Groei gemeente
De verwachte groei van de gemeente waarbij we voorzien uit te breiden qua inwoners, woningen en niet-woningen, betekent dat de gemeente ontwikkelkosten moet gaan maken. Wij denken aan ontwikkelkosten inzake bijvoorbeeld voorzieningen die ten laste van de gemeente komen en welke niet gedekt kunnen worden vanuit overeenkomsten met projectontwikkelaars. Dit zijn bijvoorbeeld scholen, (bovenwijkse) sport- en wijkvoorzieningen. Ook heeft dit gevolgen op de uitgaven in het Sociale Domein, op het gebied van veiligheid en op uitvoeringskosten van de gemeenschappelijke regelingen. Voorts legt dit een druk op de ondersteuning binnen de gemeentelijke organisatie.

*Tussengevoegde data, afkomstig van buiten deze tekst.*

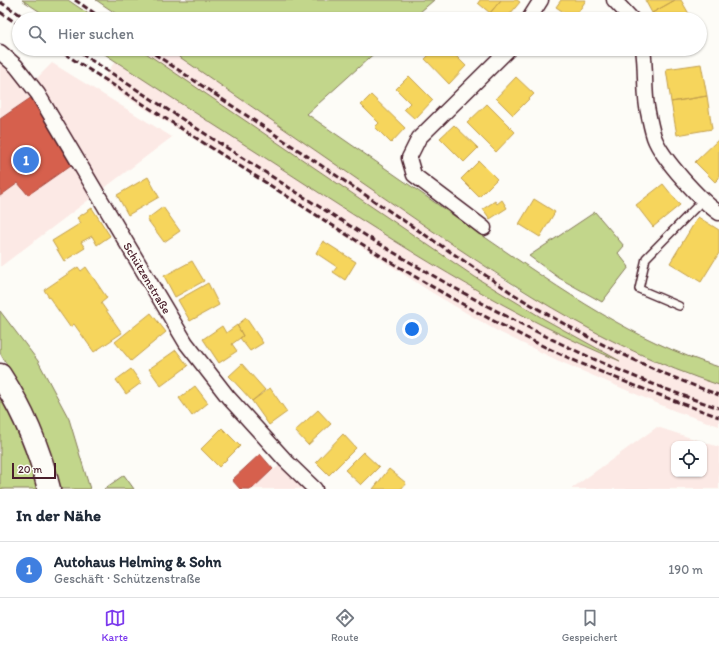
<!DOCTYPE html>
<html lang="de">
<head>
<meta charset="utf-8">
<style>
  body { margin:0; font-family:Itim,sans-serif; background:#f2f2f3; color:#1f2937 }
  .controls { position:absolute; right:12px; bottom:12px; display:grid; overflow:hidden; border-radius:8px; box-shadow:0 1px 3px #0004 }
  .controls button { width:36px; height:36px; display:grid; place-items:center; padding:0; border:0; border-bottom:1px solid #e0e1e3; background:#fff; color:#1f2937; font:20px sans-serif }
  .scale { position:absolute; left:12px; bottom:10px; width:44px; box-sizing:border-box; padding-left:4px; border:2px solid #4a1f2b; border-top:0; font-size:11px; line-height:14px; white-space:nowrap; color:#4a1f2b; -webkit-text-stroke:3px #fdfcf7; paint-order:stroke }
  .you { position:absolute; left:412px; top:329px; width:14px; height:14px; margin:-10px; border:3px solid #fff; border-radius:50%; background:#1a73e8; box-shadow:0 0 0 6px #1a73e833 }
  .badge { display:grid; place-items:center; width:26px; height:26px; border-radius:50%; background:#7c3aed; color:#fff; font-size:13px; font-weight:700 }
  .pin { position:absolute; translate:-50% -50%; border:2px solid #fff; box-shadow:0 1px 4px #0006 }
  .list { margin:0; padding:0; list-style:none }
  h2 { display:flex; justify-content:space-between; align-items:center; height:52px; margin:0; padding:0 16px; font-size:17px }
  h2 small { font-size:13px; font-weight:400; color:#747a83 }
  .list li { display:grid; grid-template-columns:26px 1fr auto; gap:12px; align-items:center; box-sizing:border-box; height:56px; padding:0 16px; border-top:1px solid #e0e1e3 }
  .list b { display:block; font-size:15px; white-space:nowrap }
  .list p { margin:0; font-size:13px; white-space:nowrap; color:#747a83 }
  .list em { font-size:13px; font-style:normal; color:#747a83 }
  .icon { flex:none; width:22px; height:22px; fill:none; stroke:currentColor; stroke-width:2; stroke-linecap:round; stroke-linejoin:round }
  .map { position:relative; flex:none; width:719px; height:489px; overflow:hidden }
  .search { position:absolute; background:#fff; box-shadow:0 1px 3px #0004; left:12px; right:12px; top:12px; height:44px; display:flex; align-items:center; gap:10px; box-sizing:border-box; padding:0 14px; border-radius:22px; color:#747a83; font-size:15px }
  .sheet { height:108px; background:#fff }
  nav { display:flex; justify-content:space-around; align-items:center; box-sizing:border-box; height:56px; border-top:1px solid #e0e1e3; background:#fff; font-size:11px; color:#747a83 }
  nav a { display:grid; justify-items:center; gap:2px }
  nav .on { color:#7c3aed }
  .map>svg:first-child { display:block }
</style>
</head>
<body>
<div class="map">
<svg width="719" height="489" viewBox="0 0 719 489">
  <rect width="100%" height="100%" fill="#fdfcf7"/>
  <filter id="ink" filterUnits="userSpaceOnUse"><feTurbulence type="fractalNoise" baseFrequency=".025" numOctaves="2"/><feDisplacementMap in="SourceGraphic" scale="8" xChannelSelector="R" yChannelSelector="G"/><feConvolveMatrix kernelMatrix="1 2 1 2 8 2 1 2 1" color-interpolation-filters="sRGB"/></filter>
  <g filter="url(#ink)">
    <path fill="#fce9e5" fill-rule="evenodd" d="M140,49h28l350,240 127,68 43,18 31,10v41l-44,-15 -116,-50 -62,-30 -66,-39 -187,-122 -142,-88 13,-21 248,160 10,-13z
      M0,52l31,32 21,-21 120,74 -172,130z
      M657,427l62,20v42h-148zM674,444h30v30h-30z
      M286,461l29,28h-68z"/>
    <path fill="#c2d68b" stroke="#867a5b" d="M22,0h46l28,19h-45z
      M96,0h338l-22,19h-288z
      M97,49h43l335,228 69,42 76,42c-106,-44 -203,-105 -299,-167 -75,-49 -150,-96 -224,-145z
      M168,49h211l-72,65c61,42 121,84 182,126 73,50 145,101 230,127v18c-118,-38 -219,-108 -320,-177 -77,-53 -154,-106 -231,-159z
      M595,212l29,34 -6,7 11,14 -27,35 -43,-24 -30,-22z
      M0,311l38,50 31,58 21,70h-30l-44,-109 -16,-27z
      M0,393l14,23 26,73h-40z
      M124,475l10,14h-30z"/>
    <path fill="#f6d55c" stroke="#c29e4d" d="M480,0h21l-11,13 -12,-10z
      M501,0h16l3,2 -14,17h-8l-8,-6z
      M561,0h25l-12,19 -18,-12z
      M645,0h30l-23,13z
      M675,0h6l11,19h-36l-4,-6z
      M435,49h14l17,17 -17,18 -24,-25z
      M701,64l6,32 -36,6 -5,-33z
      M409,76l24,24 -18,19 -11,-10 6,-6 -14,-14z
      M516,77l18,17 -21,21 -17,-17z
      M371,95l34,33 -14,15 -16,-16 4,-4 -18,-18z
      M707,96l5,33 -35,6 -6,-33z
      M487,104l28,28 -19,20 -29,-29z
      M454,125l24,23 -14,14 -24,-24z
      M719,139v39l-4,4 -20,-20z
      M479,161l18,18 -18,18 -18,-18z
      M148,177l11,20 -31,18 -11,-20z
      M663,184l17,21 -27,22 -17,-22z
      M534,199l21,13 -15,25 -21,-13z
      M502,200l5,8 -17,11 -7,-10 12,-8 2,3z
      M163,207l17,24 -16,11 -17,-23z
      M92,208l18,28 -13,9 -5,-9 -11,6 4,6 -21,13 -12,-20 29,-18 -4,-5z
      M698,217l21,13v23l-18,29 -31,-19z
      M323,241l33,21 -11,18 -12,-8 4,-5 -21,-14z
      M192,261l12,20 -29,16 -11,-21z
      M78,267l3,4 5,-4 21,31 -6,5 21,30 -28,19 -20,-28 -4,3 -26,-37z
      M208,283l11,22 -29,16 -12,-21z
      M151,313l15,19 -35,29 -16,-19z
      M246,318l17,25 -13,8 -10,-13 3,-2 -6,-11z
      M237,325l6,11 -11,8 5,7 -18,12 -16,-24 19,-13 4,7z
      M176,350l12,16 -27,20 -12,-17z
      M242,364l23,26 -13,11 -23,-25z
      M131,369l10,14 -15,11 -10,-14z
      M195,386l13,17 -16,13 -13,-18z
      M270,388l17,24 -18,13 -17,-24z
      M318,410l13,14 -23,21 -13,-14z
      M222,428l18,18 -21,21 -18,-18z
      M343,434l13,14 -27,27 -13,-13z
      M363,452l16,15 -18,18 -16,-15z
      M389,469l17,14 -5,6h-28z"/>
    <path fill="#d6604d" stroke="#ac4c43" d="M32,97l39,68 -43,30 -10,-12 -18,13v-77z
      M260,454l13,15 -21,20h-12l-8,-9z"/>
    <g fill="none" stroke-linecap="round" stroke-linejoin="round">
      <defs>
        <path id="service" d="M679,306l-40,-17 7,-31 57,-58"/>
        <path id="minor" d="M614,0l18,19
          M529,19l12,-19
          M643,49c3,19 1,39 4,58 2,10 4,21 7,30 8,22 46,63 65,76
          M0,52l16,14 22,28 148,249 42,54 58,64 29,28
          M484,228l-70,-53 -5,-17 10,-20 90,-89"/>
        <path id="trunk" d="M0,375c23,35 39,73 49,114"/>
      </defs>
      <use href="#service" stroke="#4a1f2b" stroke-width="10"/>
      <use href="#minor" stroke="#4a1f2b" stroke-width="17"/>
      <use href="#trunk" stroke="#4a1f2b" stroke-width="25"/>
      <use href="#service" stroke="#fdfcf7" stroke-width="7"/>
      <use href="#minor" stroke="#fdfcf7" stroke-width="14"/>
      <use href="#trunk" stroke="#fdfcf7" stroke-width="22"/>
      <path stroke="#4a1f2b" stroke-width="3" stroke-dasharray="6 3" stroke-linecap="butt" d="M75,0l28,19
        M0,2l27,17
        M0,12l19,13
        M57,49c75,48 150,96 225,144 76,49 152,98 233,139 65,34 135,60 204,85
        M74,49c65,42 131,85 197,127 142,91 287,179 448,232
        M147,49l368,246c65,40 132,74 204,100"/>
    </g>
  </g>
  <g text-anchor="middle" stroke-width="4" stroke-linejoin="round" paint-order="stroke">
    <g font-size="12" fill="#4a1f2b" stroke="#fdfcf7">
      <text transform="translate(147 278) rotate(59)" y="4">Schützenstraße</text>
    </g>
  </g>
</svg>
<div class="controls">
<button><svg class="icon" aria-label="locate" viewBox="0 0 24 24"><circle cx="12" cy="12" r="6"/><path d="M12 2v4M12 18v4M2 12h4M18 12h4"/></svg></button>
</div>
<div class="scale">20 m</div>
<div class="you"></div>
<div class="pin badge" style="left:26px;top:160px;background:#3f7fe0">1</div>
<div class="search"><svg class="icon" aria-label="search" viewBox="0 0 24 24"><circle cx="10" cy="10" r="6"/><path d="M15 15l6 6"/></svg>Hier suchen</div>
</div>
<section class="sheet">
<h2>In der Nähe<small></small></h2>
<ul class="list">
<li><span class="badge" style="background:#3f7fe0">1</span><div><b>Autohaus Helming &amp; Sohn</b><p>Geschäft · Schützenstraße</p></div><em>190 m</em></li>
</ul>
</section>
<nav>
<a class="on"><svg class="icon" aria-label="map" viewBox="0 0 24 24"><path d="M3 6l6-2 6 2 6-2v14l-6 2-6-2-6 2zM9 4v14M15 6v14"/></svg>Karte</a>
<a><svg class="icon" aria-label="directions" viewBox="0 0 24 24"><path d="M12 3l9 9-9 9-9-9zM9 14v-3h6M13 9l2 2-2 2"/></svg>Route</a>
<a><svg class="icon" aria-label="saved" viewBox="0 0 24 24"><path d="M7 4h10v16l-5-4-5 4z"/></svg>Gespeichert</a>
</nav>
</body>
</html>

Exacte berekeningen hiervan zijn lastig op te stellen. Vanuit de rapportage, die opgesteld is om de effecten van de groei op de gemeentelijke financiën en daarmee ook op de gemeentelijke organisatie in beeld te brengen, verwachten we de komende jaren extra uitgaven; uitgaven aan voorinvesteringen om te anticiperen op de groei en om deze groei in goede banen te kunnen leiden.
Het betreffen nog globale prognoses welke we in 2022 hebben opgenomen in de begrotingsbudgetten. De kanttekening hierbij is dat deze formatie uiteindelijk, nadat de groeiopgave na 2030 is voltooid, ingroeit in de reguliere formatie die hoort bij een gemeente van ca. 30.000 inwoners.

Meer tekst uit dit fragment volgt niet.